What’s the best general purpose random number generating algorithm available?

In this article I’ll present a RandomGenerator protocol and use it to implement 8 different random number generating algorithms. Implementations will include wrappers around Mac/iOS built-in algorithms, my own implementations in Swift of some popular algorithms and some corresponding C implementations for comparison. The implementations of the RandomGenerator protocol all seed from /dev/urandom by default, can generate data of arbitrary size (although I’ll focus on 64-bit integer generation) and offer conversion to Double (preserving up to 52-bits of randomness in the significand).

As an aside, my Swift implementation of the Mersenne Twister ended up 20% faster than the official mt19937-64.c implementation.
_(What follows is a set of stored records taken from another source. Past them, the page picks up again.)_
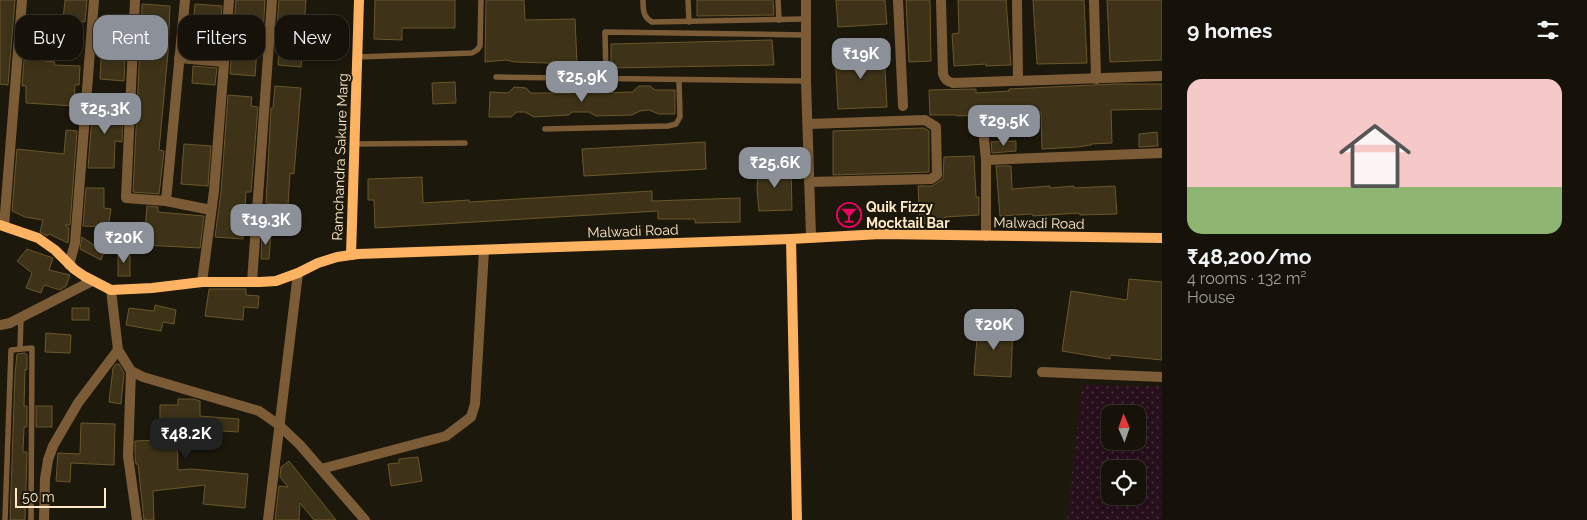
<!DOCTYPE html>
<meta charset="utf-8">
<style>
:root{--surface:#161209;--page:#232017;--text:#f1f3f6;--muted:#9e9e9c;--line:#35322a;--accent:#8c9099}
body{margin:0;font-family:Raleway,sans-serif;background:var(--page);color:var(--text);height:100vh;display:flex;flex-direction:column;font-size:19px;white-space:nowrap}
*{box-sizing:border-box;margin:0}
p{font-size:16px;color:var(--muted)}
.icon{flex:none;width:28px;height:28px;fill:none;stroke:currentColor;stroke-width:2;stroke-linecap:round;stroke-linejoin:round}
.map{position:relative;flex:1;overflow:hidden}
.side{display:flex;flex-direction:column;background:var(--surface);width:425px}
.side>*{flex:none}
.guide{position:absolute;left:15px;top:15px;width:475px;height:45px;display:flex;gap:10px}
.needle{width:32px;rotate:358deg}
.buttons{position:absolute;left:1101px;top:405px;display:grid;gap:10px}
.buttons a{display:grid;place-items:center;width:45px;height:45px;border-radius:10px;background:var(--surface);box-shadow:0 2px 8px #0003,0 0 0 1px var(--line);font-size:25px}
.scale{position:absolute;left:15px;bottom:12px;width:91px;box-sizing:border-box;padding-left:5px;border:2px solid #feeac9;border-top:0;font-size:14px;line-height:18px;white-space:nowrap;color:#feeac9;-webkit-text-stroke:4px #1d180c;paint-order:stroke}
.price{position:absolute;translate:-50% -42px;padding:0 11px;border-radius:10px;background:var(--accent);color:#fff;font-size:16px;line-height:32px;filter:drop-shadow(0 1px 2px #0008)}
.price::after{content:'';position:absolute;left:50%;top:30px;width:15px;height:11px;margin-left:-8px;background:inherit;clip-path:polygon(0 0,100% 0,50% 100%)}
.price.on{background:#222;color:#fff}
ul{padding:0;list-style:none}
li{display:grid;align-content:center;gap:10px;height:265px;padding:0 25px}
li span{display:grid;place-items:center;height:155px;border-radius:15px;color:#555}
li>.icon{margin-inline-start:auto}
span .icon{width:90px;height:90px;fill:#fffc;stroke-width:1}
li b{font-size:21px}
h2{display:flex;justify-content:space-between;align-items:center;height:60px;padding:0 25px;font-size:21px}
.chip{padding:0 18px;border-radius:15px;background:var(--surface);box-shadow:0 2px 8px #0003,0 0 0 1px var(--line);font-size:18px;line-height:45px}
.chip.on{background:var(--accent);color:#fff}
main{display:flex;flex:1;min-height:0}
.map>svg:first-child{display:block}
</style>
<main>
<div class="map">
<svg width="1162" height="520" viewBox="0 0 1162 520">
<defs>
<pattern id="park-dots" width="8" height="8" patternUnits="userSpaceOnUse" patternTransform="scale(1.25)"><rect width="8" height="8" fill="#270f1c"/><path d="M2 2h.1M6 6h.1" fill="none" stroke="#47323c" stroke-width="1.8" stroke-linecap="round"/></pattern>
</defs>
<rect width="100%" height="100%" fill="#1d180c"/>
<path fill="url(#park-dots)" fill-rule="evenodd" d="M1082,385L1162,386V520H1067ZM1110,414H1138V441H1110ZM1110,469H1138V496H1110Z"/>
<g fill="#3e3318" stroke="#6a572a">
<path d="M0,0H15L8,85L0,84Z"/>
<path d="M65,0H87L85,22L63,19Z"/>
<path d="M236,0H265L262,50L257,49L255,76L230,74Z"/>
<path d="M279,0H306L301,67L278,65L279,51H275Z"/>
<path d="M375,0H455V28H402V40L374,39Z"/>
<path d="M486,0H524L525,20L575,19L577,64L515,62L506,60L485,62Z"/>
<path d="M697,0H773L774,15L697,16Z"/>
<path d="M836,0H885L887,24L838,27Z"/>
<path d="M906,0H930L931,61L909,62Z"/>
<path d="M958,0H1006L1011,65L986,66V64L954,66L952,34L959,33Z"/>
<path d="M1033,0H1084L1087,63L1037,64Z"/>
<path d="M1107,0H1162V60L1110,62Z"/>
<path d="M142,4L170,6L168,53L159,150L164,151L159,194L133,192Z"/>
<path d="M195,4L222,6L218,55L191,52Z"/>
<path d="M27,20L53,22L52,41H46L45,61L55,62L54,65L80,66L79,85H75L74,106L26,103V86H22Z"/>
<path d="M99,27L114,28L113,42L98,41Z"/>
<path d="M772,40L774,65L611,68V44Z"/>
<path d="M884,50L887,107L838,109L835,52Z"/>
<path d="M101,59L125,61L124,81L100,79Z"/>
<path d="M193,66L217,68L215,85L192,83Z"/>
<path d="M455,82L456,103L433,104L432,83Z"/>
<path d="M1114,84H1162V109L1111,110L1112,143L1091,144V145L1077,147L1042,149L1041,112L1008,114V117L988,118V115L957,116L956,115H930L929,90L976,89V93L1009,91V89Z"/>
<path d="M275,86L301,88L294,174L290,173L288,205L266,203L271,108H273Z"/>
<path d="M639,86H650L655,90H675V114H659L649,110L640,111L632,115L596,116L589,112H572L569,115L534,117L525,112H517L511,117H489L490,92L508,93L514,87L526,88L531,93H571L575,87H587L593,93L632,92Z"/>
<path d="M228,95L252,97L251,106L258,107L251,192H246L243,239L215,237L221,192Z"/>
<path d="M93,104L123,105L122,142L115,141L114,168H88Z"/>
<path d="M924,128L929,131V172L833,175V131Z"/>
<path d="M66,130L77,131L70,225H65L69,228L68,243L49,234L47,236L40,232L43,220L25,217L12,211L17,149L64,154Z"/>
<path d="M1157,132L1158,146L1139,147V134Z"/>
<path d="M1016,141V151L992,153L991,142Z"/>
<path d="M705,142L706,169L584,176L582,149Z"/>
<path d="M184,144L211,146L208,186L181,184Z"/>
<path d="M974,156L976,197H979V215L945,217V223L920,224L918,186H932L943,179L944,157Z"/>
<path d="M791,166L792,210L759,211L757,190L758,167Z"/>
<path d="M996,166H1011L1012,189L1050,186V188L1074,186V188L1115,186L1117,214L1080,215L1079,213L1033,216L1032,214L1000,216Z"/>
<path d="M422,177L423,203L469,200V202L652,191V201L740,198V222L695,223V219H658V211L375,228L374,200H368V179Z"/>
<path d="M86,188H104V208L111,209L108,227L83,226Z"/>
<path d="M147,206L158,207V212L204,216L200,248L144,245Z"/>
<path d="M262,233H271L269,259H261Z"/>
<path d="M82,237L104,252L101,260L80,249Z"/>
<path d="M27,249L53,258L49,270L70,275L66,286L60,290L44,285L41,293L26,288L32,273L17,261Z"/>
<rect x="118" y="253" width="12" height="23"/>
<path d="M1129,279L1162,282V360L1110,355V359L1062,351L1071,291L1127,300Z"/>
<path d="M209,289H246V295L259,296L258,308L244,307L243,320L205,316Z"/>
<path d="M155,305L176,310L174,324L163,322L161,331L126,325L129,308L154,311Z"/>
<rect x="72" y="308" width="17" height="12"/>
<path d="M978,325H1013L1011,377L974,375Z"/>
<path d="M46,333L71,335L70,353L45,352Z"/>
<path d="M25,353L27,355V370L25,369L24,406H27V427H24L23,452H27L25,520H10L15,374L17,354Z"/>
<path d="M116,364H119L124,373L121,404L109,402L113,368Z"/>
<path d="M178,399H194L200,401V416L239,419L238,432L177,428L178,470L192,469L248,474L245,508L203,504L205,485L153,491L154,520H144L138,464H136L135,456V441L160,440V405H178Z"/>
<rect x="36" y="406" width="16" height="21"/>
<path d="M81,423L115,424L114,465L71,463L70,482L56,481L58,453L80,454Z"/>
<path d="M418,457L422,481L391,486L388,464L399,463V459Z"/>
<path d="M289,461L336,520H314L300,503L299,520H275L279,486L288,487L280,477L281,467Z"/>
</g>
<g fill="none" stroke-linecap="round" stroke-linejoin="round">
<g stroke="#7c5c37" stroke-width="5.5">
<path d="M643,0C643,10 643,17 652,22L806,19"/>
<path d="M688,0L689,22"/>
<path d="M778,0L779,20"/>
<path d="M357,57L472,53L477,50L480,46L481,0"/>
<path d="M496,77L806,81"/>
<path d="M606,79L605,32L806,35"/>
<path d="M545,129L668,126L676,124L680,117L679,80"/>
<path d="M355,144L465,143"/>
<path d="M20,349L21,317"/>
<path d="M5,520L11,350L32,348L31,520"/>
</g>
<g stroke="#7c5c37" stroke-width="10">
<path d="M135,0L126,198L166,201"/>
<path d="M185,0L166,201L211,210"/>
<path d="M806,0V81L811,237"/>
<path d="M898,0L903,106"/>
<path d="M941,0L943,74C945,80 947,81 953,83L1162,76"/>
<path d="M1017,0L1018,80"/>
<path d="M1094,0L1096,79"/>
<path d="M179,58L224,62"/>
<path d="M808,124L925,120L936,127L937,175L931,179L809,182"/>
<path d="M983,128L986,160V236"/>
<path d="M986,160L1162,153"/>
<path d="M4,226L22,0"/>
<path d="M69,265L75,243L94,0"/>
<path d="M202,282L214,191L229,0"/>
<path d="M252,282L272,0"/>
<path d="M111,290L118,350L131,371L143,377L259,411L279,425L300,445L365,520"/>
<path d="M0,325L10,323L92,281"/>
<path d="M131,371L128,456L137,520"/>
<path d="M1042,372L1162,377"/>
<path d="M321,469L446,436L471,417L475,404L484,250"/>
<path d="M44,520L45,479L48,460L53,446L78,403L118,350"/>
<path d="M268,520L298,273"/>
</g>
<g stroke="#fdb361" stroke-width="10">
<path d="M0,225L38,238L55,250L74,269L84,276L111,290L152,288L202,282H260L276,281L298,273L318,263L337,257L358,254L791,239L881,234L1162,238"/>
<path d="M791,239L797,520"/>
<path d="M351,255L359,0"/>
</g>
</g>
<defs>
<symbol id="bar-ring" viewBox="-11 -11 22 22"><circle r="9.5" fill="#1d180c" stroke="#f10262" stroke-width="1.5"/><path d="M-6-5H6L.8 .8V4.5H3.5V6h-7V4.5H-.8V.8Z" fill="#f10262"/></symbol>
</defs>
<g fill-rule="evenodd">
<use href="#bar-ring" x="835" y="201" width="28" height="28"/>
</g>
<g text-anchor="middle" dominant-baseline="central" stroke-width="4" stroke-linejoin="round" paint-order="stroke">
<g font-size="14" fill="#feeac9" stroke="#1d180c">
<text transform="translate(340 157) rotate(-88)">Ramchandra Sakure Marg</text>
<text transform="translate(1039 223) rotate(1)">Malwadi Road</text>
<text transform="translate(633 231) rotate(-2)">Malwadi Road</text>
</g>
<g font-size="14" font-weight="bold" fill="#feeac9" stroke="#1d180c" text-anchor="start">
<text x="866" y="207">Quik Fizzy<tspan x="866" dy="16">Mocktail Bar</tspan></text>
</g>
</g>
</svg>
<div class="buttons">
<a><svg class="needle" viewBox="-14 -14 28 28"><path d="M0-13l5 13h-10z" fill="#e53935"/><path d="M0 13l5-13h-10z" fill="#9e9e9c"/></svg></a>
<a><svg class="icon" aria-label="locate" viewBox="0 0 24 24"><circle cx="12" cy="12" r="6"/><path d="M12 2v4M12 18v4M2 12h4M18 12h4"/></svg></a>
</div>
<div class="scale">50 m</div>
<b class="price" style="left:861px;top:80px">₹19K</b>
<b class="price" style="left:582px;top:103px">₹25.9K</b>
<b class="price" style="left:105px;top:135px">₹25.3K</b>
<b class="price" style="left:1004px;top:147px">₹29.5K</b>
<b class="price" style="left:775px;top:189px">₹25.6K</b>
<b class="price" style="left:266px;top:246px">₹19.3K</b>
<b class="price" style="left:124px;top:264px">₹20K</b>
<b class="price" style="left:994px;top:351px">₹20K</b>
<b class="price on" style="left:186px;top:460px">₹48.2K</b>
<div class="guide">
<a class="chip">Buy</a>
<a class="chip on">Rent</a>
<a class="chip">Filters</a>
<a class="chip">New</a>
</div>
</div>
<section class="side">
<h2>9 homes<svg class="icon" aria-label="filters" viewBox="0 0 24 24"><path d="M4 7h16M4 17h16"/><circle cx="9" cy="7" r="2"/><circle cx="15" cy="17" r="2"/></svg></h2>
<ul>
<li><span style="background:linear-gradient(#f6c9c9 70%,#8fb573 0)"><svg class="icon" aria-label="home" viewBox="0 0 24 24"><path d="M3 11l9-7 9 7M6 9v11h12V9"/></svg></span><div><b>₹48,200/mo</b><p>4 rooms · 132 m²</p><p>House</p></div></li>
</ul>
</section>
</main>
Curious to understand what I had done, I ended up “fixing” the C version to be just as fast as the Swift version. Yes, it’s true: with a little tuning, C can be just as fast as Swift.

Welcome to C with love.

## Use case

My primary use for random numbers is in fuzz testing; deliberately sending mixed and garbled inputs to my functions (to look for data handling errors) or running large numbers of threads with different timing offsets and data sizes (to look for timing or thread-safety bugs).
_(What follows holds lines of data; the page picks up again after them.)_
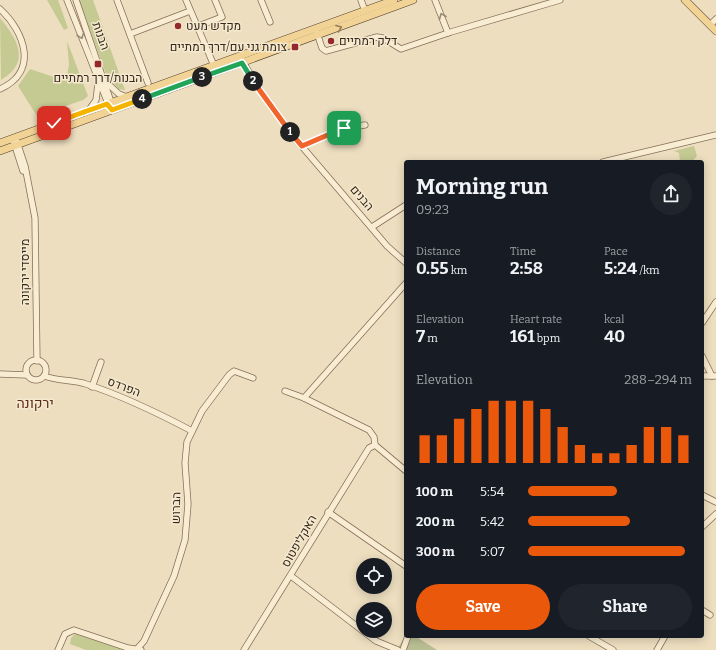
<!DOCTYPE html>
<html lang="en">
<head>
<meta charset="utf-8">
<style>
  body { margin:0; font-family:Bitter,Heebo,serif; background:#20242c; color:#f1f3f6; height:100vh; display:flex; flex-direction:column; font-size:15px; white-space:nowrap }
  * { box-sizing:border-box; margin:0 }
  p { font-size:13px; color:#9ea1a6 }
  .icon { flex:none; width:22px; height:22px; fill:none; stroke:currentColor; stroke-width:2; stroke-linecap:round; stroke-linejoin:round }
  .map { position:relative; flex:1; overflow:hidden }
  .drawer { position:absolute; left:404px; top:160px; width:300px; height:478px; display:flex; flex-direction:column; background:#171b24; border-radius:4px; box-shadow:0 2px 10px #0003 }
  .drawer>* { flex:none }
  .fabs { position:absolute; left:356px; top:558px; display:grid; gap:8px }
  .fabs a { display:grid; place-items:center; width:36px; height:36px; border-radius:50%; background:#171b24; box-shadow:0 2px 10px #0003; font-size:20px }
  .pin { position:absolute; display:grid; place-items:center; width:34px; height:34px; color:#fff; margin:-17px; border-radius:8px; box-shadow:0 2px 6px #0006 }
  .km { position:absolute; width:20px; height:20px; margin:-10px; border-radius:50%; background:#222; color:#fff; font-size:11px; line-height:20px; text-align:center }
  .round { display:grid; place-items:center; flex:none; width:42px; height:42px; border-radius:21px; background:#20242c }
  .head { display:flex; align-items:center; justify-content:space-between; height:68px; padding:0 12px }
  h1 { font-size:22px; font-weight:700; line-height:30px }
  .figures { display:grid; grid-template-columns:repeat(3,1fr); gap:6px; height:68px; padding:4px 12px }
  .figures div { display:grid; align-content:center }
  .figures b { font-size:17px; font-weight:700 }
  .figures small { font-size:11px; font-weight:400 }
  .figures p { font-size:11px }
  .chart { height:112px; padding:8px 12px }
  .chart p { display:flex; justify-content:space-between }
  .chart svg { width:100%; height:72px; margin-top:4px; stroke:#ea580c; stroke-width:6 }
  .button { display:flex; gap:8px; margin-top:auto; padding:8px 12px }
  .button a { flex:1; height:46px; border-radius:24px; background:#ea580c; color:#fff; font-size:16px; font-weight:700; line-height:46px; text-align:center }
  .button a+a { background:#20242c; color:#f1f3f6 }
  ul { padding:0 12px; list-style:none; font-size:13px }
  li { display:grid; grid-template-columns:64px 48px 1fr; align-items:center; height:30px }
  li i { height:10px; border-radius:5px; background:#ea580c }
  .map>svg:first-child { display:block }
  .green { fill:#c5ca93 }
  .cemetery { fill:#babf93 }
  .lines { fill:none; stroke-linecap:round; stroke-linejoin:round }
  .minor-casing { stroke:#856f58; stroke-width:7 }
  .major-casing { stroke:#523d2c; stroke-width:8 }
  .minor { stroke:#f8ecd2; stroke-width:5.5 }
  .major { stroke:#f1d396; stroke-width:7 }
  .oneway { stroke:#968a77 }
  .oneway2 { stroke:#937d59 }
  .split-1-casing { stroke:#fff; stroke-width:8 }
  .split-2-casing { stroke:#fff; stroke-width:8 }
  .split-3-casing { stroke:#fff; stroke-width:8 }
  .split-4-casing { stroke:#fff; stroke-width:8 }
  .split-5-casing { stroke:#fff; stroke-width:8 }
  .split-6-casing { stroke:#fff; stroke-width:8 }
  .split-1 { stroke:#f0652b; stroke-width:5 }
  .split-2 { stroke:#f0652b; stroke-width:5 }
  .split-3 { stroke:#22a559; stroke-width:5 }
  .split-4 { stroke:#22a559; stroke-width:5 }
  .split-5 { stroke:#f5b400; stroke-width:5 }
  .split-6 { stroke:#f5b400; stroke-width:5 }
  .poi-dot { fill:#93292b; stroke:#f4e9ce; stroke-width:1.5 }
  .labels { text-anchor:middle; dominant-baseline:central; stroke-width:3; stroke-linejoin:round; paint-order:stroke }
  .poi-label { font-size:12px; fill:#35271c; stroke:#f4e9ce; text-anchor:start }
  .street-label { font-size:12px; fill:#35271c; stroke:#f4e9ce }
  .quarter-label { font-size:14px; fill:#61291c; stroke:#f4e9ce }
</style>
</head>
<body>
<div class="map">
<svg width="716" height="650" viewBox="0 0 716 650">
  <rect width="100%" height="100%" fill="#eddebf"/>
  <!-- green -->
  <g class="green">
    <path d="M47 0H58L68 28 64 30Z"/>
    <path d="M79 0H93L125 90 119 89 107 77Z"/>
    <path d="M0 18C18 40 31 62 1 80Z"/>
    <path d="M67 41 88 96 83 100 37 116 18 86 30 69 66 81 69 65Z"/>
    <path d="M694 146 697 156 694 159 695 162H680L679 153 674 151Z"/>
    <path d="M75 634 79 635 124 650H86L70 644 71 638Z"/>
  </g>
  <!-- cemetery -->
  <path class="cemetery" d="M406 634V636H415L437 650H397Z"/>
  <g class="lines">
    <defs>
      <g id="minor">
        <path d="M67 0 109 106"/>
        <path d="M76 0 112 105"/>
        <path d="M117 0 148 83"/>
        <path d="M186 0 215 68"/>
        <path d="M261 0 270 22"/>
        <path d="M361 0 365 11"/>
        <path d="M435 0 448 33"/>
        <path d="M0 9C25 32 39 72 0 89"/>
        <path d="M710 25 716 19"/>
        <path d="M196 27 222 17 215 0"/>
        <path d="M317 33 322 48 326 51 377 37 383 38 401 49 451 32 560 0"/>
        <path d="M130 34 190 11"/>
        <path d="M241 59 263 95 293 136 387 246 406 263"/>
        <path d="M107 83 119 94 127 97"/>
        <path d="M89 110 96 100 98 84"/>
        <path d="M17 142 25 166 35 218 37 361"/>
        <path d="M14 143 23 171"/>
        <path d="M302 146 344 128 365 125"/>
        <path d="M603 162 716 135"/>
        <path d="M372 227 406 205"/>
        <path d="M702 323 716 302"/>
        <path d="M702 356 712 376"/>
        <circle cx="36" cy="370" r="10"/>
        <path d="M0 374 27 375"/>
        <path d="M44 376C58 381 73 380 86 384 123 396 158 413 192 431"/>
        <path d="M702 376H716"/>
        <path d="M92 387 101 362"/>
        <path d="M285 391 304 398 369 430 374 437 375 445 406 471"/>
        <path d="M304 398 406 283"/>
        <path d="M702 495 716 502"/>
        <path d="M328 512 406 566"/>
        <path d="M702 527 716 514"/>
        <path d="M291 576 376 641 398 650"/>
        <path d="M702 610 710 615"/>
        <path d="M589 636 613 650"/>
        <path d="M137 649 144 641 174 576 185 540 188 504 185 463 187 442 202 411 229 375 234 371 253 378"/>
        <path d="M58 650 65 634 74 630 128 648 141 650"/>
        <path d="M244 650 369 448 375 445"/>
        <path d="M403 650 408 636"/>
        <path d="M657 650 665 636"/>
      </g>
      <g id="major">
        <path d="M685 0 716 31"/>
        <path d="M0 143 394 0"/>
        <path d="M0 151 413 0"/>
      </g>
    </defs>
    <!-- minor casing -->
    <use href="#minor" class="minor-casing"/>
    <!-- major casing -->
    <use href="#major" class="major-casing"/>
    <!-- minor -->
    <use href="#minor" class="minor"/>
    <!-- major -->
    <use href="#major" class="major"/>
  </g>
  <!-- one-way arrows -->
  <defs><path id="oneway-chevron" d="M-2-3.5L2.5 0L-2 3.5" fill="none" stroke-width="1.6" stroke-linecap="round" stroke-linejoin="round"/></defs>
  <g class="oneway">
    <use href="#oneway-chevron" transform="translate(442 16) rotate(-112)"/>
    <use href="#oneway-chevron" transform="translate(81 36) rotate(69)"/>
  </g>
  <use class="oneway2" href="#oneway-chevron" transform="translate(339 28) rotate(-21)"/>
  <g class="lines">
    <defs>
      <path id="split-1" d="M290 132 302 146 344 128"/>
      <path id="split-2" d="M253 81 290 132"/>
      <path id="split-3" d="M202 77 242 63 253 81"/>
      <path id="split-4" d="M142 99 202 77"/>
      <path id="split-5" d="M84 112 107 104 112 110 142 99"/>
      <path id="split-6" d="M54 123 84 112"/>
    </defs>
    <!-- split-1 casing -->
    <use href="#split-1" class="split-1-casing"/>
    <!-- split-2 casing -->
    <use href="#split-2" class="split-2-casing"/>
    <!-- split-3 casing -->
    <use href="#split-3" class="split-3-casing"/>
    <!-- split-4 casing -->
    <use href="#split-4" class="split-4-casing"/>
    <!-- split-5 casing -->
    <use href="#split-5" class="split-5-casing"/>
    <!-- split-6 casing -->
    <use href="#split-6" class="split-6-casing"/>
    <!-- split-1 -->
    <use href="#split-1" class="split-1"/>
    <!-- split-2 -->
    <use href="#split-2" class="split-2"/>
    <!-- split-3 -->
    <use href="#split-3" class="split-3"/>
    <!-- split-4 -->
    <use href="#split-4" class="split-4"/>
    <!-- split-5 -->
    <use href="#split-5" class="split-5"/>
    <!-- split-6 -->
    <use href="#split-6" class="split-6"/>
  </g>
  <!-- markers -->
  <g class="poi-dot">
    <circle cx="178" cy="26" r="4"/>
    <circle cx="331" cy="41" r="4"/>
    <rect x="291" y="43" width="8" height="8" rx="2"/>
    <rect x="94" y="60" width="8" height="8" rx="2"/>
  </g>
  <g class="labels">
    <!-- poi labels -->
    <g class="poi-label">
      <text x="186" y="26">מקדש מעט</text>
      <text x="339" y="41">דלק רמתיים</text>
      <text x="287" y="47" text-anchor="end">צומת גני עם/דרך רמתיים</text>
      <text x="98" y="78" text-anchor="middle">הבנות/דרך רמתיים</text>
    </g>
    <!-- street labels -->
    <g class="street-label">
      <text transform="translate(101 36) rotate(70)">הבנות</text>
      <text transform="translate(362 198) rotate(49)">הבנים</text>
      <text transform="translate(25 272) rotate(-90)">מייסדי ירקונה</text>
      <text transform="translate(124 387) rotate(21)">הפרדס</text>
      <text transform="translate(176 508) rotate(-89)">הברוש</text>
      <text transform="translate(299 541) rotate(-60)">האקליפטוס</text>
    </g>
    <!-- quarter labels -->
    <g class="quarter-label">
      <text x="35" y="403">ירקונה</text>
    </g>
  </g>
</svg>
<div class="fabs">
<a><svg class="icon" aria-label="locate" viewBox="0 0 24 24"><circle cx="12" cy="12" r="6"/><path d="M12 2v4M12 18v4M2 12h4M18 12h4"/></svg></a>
<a><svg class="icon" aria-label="layers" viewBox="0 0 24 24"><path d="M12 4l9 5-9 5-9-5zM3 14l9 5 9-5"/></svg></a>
</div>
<div class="pin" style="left:344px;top:128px;background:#1e9e55"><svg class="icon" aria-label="arrive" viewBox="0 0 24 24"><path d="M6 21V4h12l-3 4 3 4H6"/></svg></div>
<div class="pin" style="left:54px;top:123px;background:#d93025"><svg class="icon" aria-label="check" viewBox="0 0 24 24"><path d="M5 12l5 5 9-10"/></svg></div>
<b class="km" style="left:290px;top:132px">1</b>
<b class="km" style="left:253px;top:81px">2</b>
<b class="km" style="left:202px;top:77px">3</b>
<b class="km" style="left:142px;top:99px">4</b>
<section class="drawer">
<div class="head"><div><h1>Morning run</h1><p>09:23</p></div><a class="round"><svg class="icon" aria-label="share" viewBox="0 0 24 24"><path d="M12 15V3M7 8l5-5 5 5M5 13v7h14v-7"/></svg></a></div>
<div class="figures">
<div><p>Distance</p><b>0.55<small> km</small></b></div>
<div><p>Time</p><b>2:58</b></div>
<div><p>Pace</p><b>5:24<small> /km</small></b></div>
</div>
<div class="figures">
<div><p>Elevation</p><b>7<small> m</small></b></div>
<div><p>Heart rate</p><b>161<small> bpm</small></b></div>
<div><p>kcal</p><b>40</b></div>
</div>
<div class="chart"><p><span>Elevation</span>288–294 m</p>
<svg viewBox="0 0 160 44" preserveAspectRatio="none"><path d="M5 44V27M15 44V27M25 44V17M35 44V11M45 44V6M55 44V6M65 44V6M75 44V11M85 44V22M95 44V33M105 44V38M115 44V38M125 44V33M135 44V22M145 44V22M155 44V27"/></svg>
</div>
<ul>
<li><b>100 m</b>5:54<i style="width:54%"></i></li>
<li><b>200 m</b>5:42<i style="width:62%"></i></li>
<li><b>300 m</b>5:07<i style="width:96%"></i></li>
</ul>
<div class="button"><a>Save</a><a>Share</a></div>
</section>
</div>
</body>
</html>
It’s difficult to know exactly what performance or quality I require from random numbers in this scenario – most “good quality” options would probably suffice – but what I do require is:

• no shared global data (since I run multiple tests in parallel)
• the ability to set the initial seed (since I want to reproduce bugs when I find them)

Historically, I’ve used a C implementation of the Mersenne Twister. I don’t have any particular problems with it but the algorithm is nearing its 20th birthday so I was curious to see what else was around.

## Built-in sources of randomness on Mac and iOS

The C standard library on the Mac and iOS contains a few different functions for random number generation:

1. rand()
2. random()
3. [d|e|j|l|m]rand48() et al
4. arc4random()
5. /dev/[u]random

In iOS 10, macOS 10.12 and later, the first 3 are all “unavailable” in Swift, leaving us with just arc4random() and /dev/urandom as default sources of random numbers in Swift.

### /dev/urandom

If you need cryptographically secure random numbers, the only option you should consider is /dev/[u]random.

On Mac and iOS, both /dev/random and /dev/urandom are identical and use the Yarrow algorithm in conjunction with bits accumulated from hardware entropy sources. The existence of two different names is largely for cross-compatibility with Linux where the different devices have historically had a complicated range of distinct security considerations with general advice leaning towards /dev/urandom. I’ve used /dev/urandom to minimize portability problems.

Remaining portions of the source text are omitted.